§ **Exercise**: Which of the lines in the data below contain the string "FALKENSTEINERSTRASSE"? Copy each of them.

** Task inputs follows **

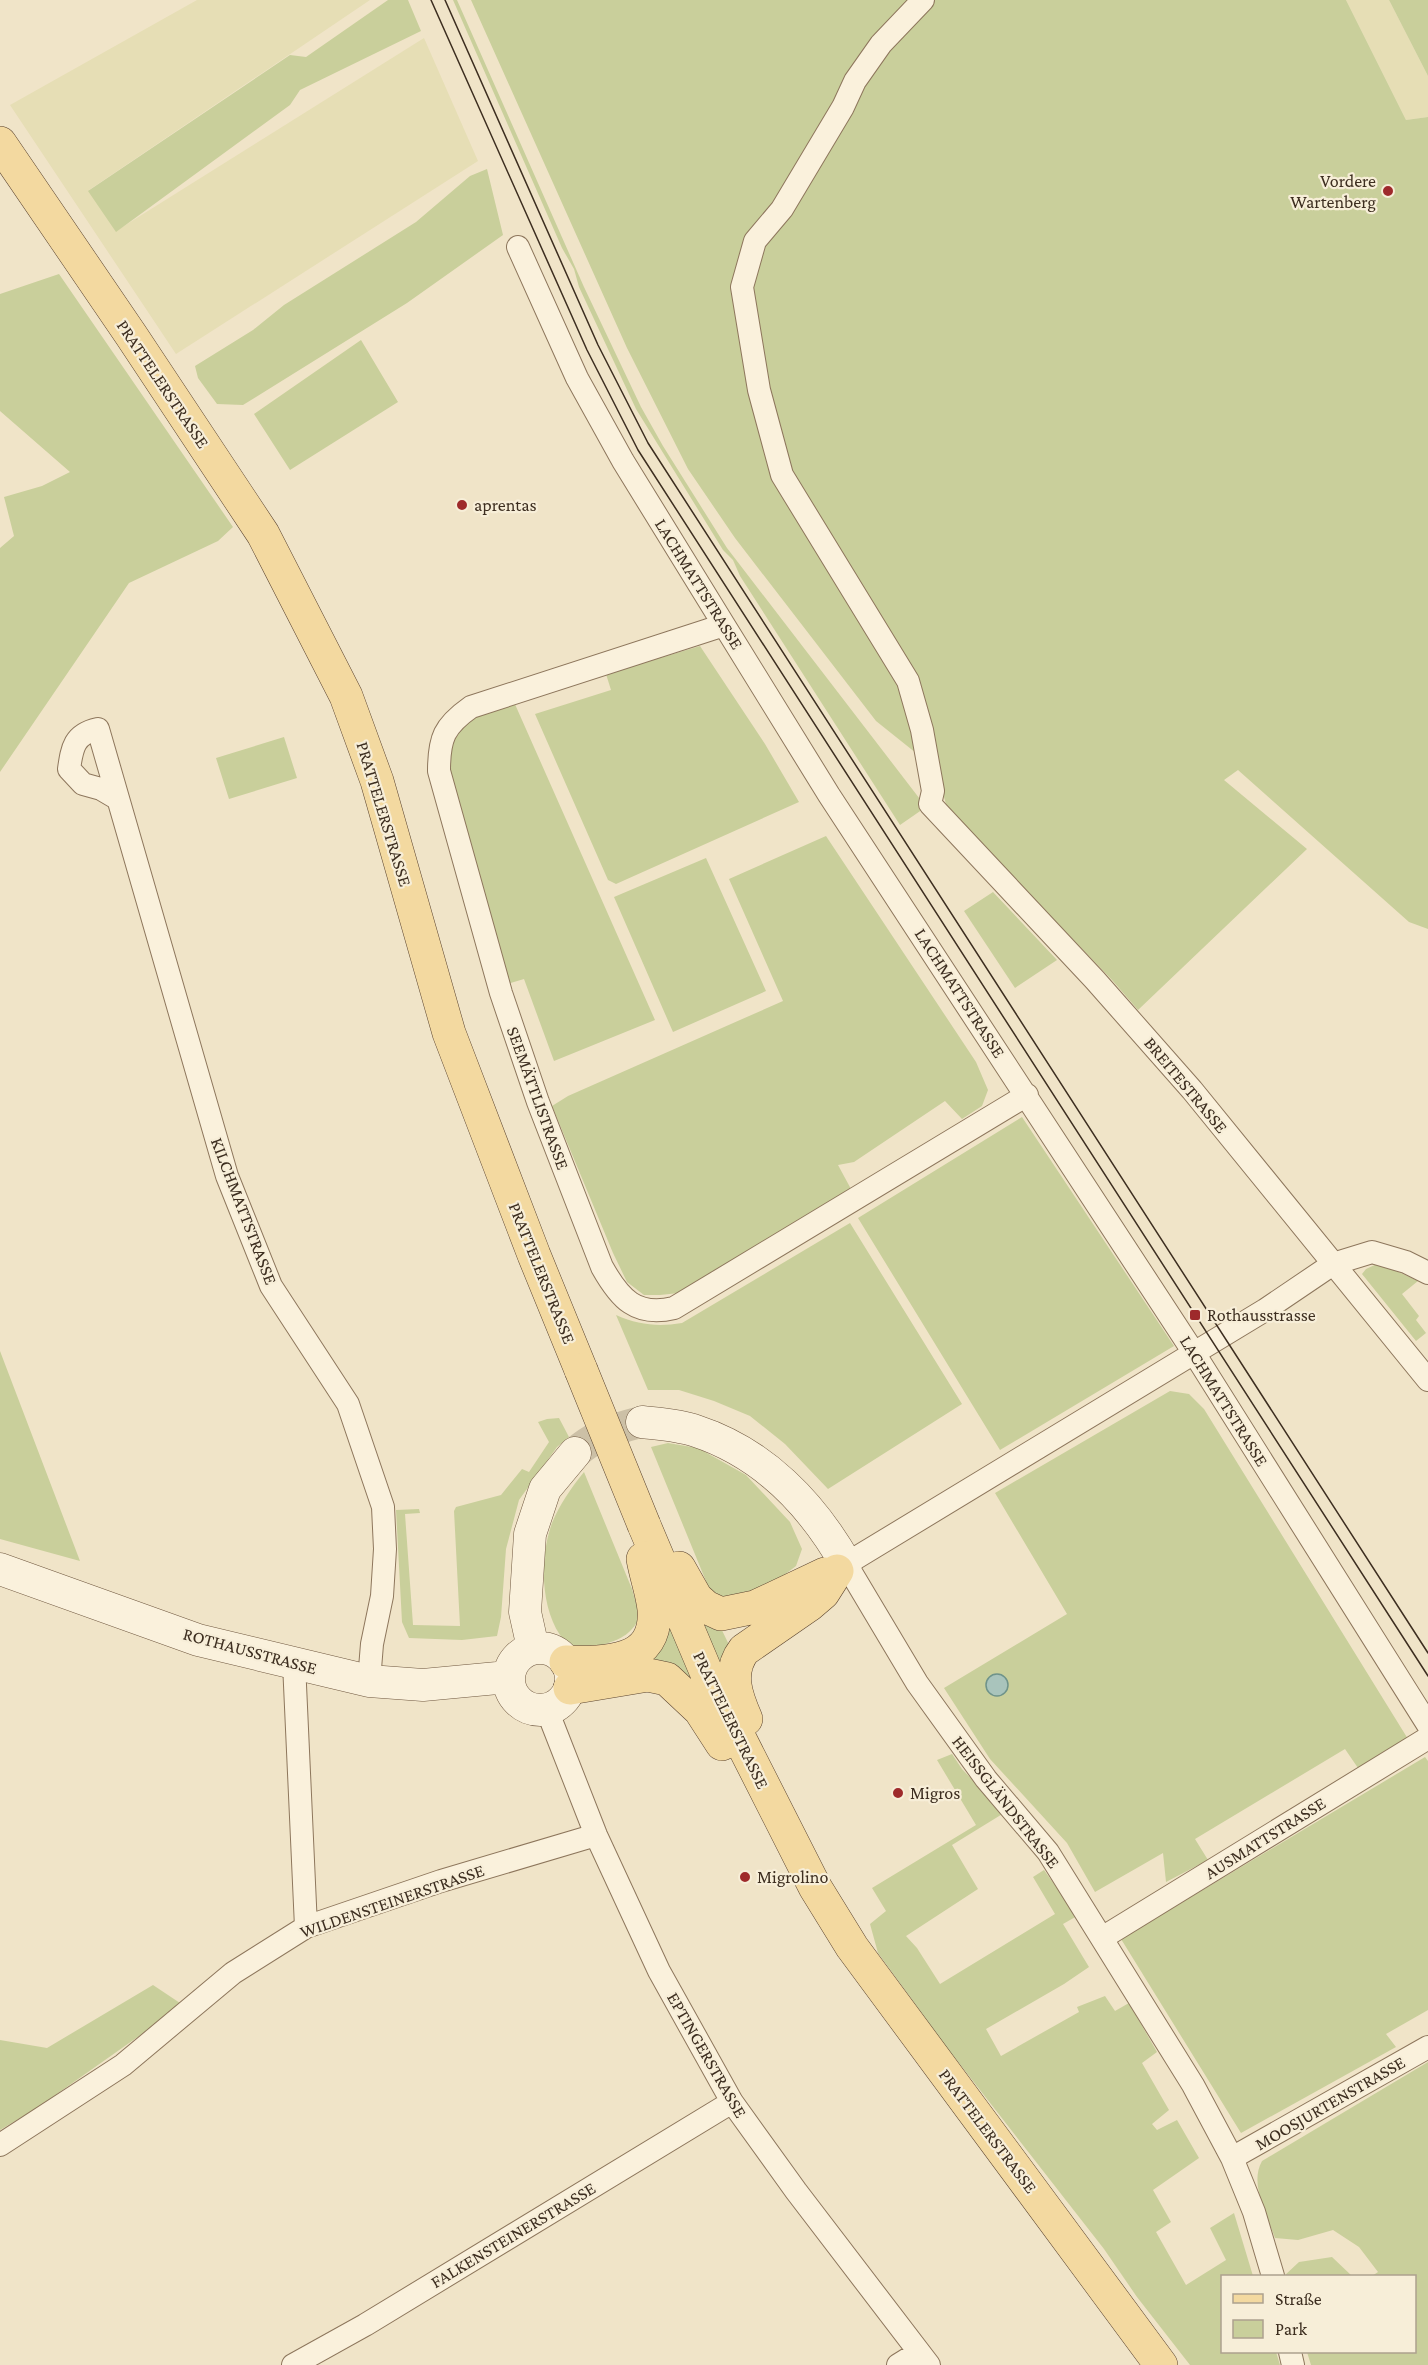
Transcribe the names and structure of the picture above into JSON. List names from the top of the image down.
{
  "streets": {
    "main road": ["PRATTELERSTRASSE"],
    "street": [
      "LACHMATTSTRASSE",
      "BREITESTRASSE",
      "SEEMÄTTLISTRASSE",
      "KILCHMATTSTRASSE",
      "ROTHAUSSTRASSE",
      "HEISSGLÄNDSTRASSE",
      "AUSMATTSTRASSE",
      "WILDENSTEINERSTRASSE",
      "EPTINGERSTRASSE",
      "MOOSJURTENSTRASSE",
      "FALKENSTEINERSTRASSE"
    ]
  },
  "crossings": [
    ["LACHMATTSTRASSE", "SEEMÄTTLISTRASSE"],
    ["KILCHMATTSTRASSE", "ROTHAUSSTRASSE"],
    ["ROTHAUSSTRASSE", "EPTINGERSTRASSE"],
    ["HEISSGLÄNDSTRASSE", "AUSMATTSTRASSE"],
    ["HEISSGLÄNDSTRASSE", "MOOSJURTENSTRASSE"],
    ["WILDENSTEINERSTRASSE", "EPTINGERSTRASSE"],
    ["EPTINGERSTRASSE", "FALKENSTEINERSTRASSE"]
  ],
  "places": {
    "other": [
      "Vordere Wartenberg",
      "aprentas",
      "Migros",
      "Migrolino"
    ],
    "transit": ["Rothausstrasse"]
  },
  "legend": ["Straße", "Park"]
}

** End of Task inputs **

§ **Your response**:
      "FALKENSTEINERSTRASSE"
    ["EPTINGERSTRASSE", "FALKENSTEINERSTRASSE"]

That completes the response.